One little rock(interest rate hike of 1%) and the glass house will com crashing down. Even without the hike the glass house will crash. Those condo owners are going to go crazy since if cool air can come in so will the noise from the Gardner. LOL They could face 50% losses esy in a few years. The mad rush to sell is over and get out is over. Those who are left in will lose lots of money.

#20 OwlEyes on 11.14.11 at 11:11 pm

Toronto – the Glass Menagerie

#21 Peter NYC on 11.14.11 at 11:26 pm

Keeping the faith

You wish that you could point me out to your girlfriend so you can tell her that I’m an idiot. Wow you set your goals pretty high in life.

Yes I am aware of what Greenspan told other people to do with their money and also that he singlehandedly destroyed the stability of the USD as the worlds reserve currency.

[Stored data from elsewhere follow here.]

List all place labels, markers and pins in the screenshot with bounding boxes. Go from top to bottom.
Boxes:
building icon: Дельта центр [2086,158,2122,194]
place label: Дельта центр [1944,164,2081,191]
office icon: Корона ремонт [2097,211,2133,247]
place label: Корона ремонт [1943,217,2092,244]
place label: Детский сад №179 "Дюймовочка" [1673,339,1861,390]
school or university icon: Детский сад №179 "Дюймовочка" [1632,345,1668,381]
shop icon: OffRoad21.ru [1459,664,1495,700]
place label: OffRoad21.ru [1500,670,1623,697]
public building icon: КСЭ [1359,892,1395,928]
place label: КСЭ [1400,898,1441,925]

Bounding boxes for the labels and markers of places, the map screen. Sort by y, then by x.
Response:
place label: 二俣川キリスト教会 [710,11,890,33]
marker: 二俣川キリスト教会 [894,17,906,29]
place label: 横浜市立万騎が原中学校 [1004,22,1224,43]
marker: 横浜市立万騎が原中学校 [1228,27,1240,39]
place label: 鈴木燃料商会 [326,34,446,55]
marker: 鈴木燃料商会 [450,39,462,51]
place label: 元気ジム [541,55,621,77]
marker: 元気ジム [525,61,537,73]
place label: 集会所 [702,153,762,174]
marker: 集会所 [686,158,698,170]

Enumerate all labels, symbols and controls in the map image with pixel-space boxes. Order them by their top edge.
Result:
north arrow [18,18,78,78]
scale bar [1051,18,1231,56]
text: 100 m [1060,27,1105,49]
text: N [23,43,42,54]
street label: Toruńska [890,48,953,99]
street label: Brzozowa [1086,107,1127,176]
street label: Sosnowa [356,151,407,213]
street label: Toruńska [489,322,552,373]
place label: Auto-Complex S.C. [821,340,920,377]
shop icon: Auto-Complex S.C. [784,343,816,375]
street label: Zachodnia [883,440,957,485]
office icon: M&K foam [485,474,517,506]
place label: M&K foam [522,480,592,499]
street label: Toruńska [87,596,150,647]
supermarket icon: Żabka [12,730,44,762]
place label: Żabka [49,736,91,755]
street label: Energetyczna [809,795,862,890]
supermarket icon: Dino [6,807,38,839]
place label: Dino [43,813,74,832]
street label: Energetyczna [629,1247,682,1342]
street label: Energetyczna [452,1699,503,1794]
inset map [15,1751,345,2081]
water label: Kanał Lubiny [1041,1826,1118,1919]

This is the first time I have heard any suggestion about what he was doing with his own money.

I hope you (and your girlfriend) appreciate the clarification.

P.s. is your girlfriend code for your mommy??

#22 Frank on 11.14.11 at 11:29 pm

So buying an RRSP a good thing? If devaluation is happening, how can that be a good thing for the stock market?

#23 MB on 11.14.11 at 11:39 pm

Most gold/silver investors argue not that there won’t be deflation, but that there will be inflation due to the gov’ts response to deflation. Study the monetary policies of Argentina, Zimbabwe and Bolivia, or go back further to the Roman Empire; history repeats itself, learn it or your destined to repeat it.

#24 VICTORIA TEA PARTY on 11.14.11 at 11:41 pm

SPARE THE ROD, SPOIL THE CHILD, SAYS MR. MARKET?

Stock markets ended down in Europe and North America on Monday. It was bad technically and fundamentally, a sort of sickening, metaphorical “thud” that could be heard in peoples’ stock portfolios everywhere.

Fundamentally there’s so much debt out there, made worse by the know-it-all “elites” who seems desperately to believe that they can make water run uphill, turn lead into gold and solve our debt problems by creating more debt, that at some point Mr. Market will have to step in rain havoc on those who are not paying attention. That would be most of us BTW.

ALSO…

The way things are going in Europe with France, next into the recession dumpster, and Germany’s head frau, showing signs of total panic, maybe this reckoning is getting closer to chips-cashing time, than I’ve been thinking. Problem is, we’re the chips!

DENOUEMENT

Our “way of life” (easy street) started to wind down probably following any of the few “asset bubble” explosions during the past 12 years or so; it really doesn’t matter which one because it’s too late to change things around, anyway. Who’s gonna do it?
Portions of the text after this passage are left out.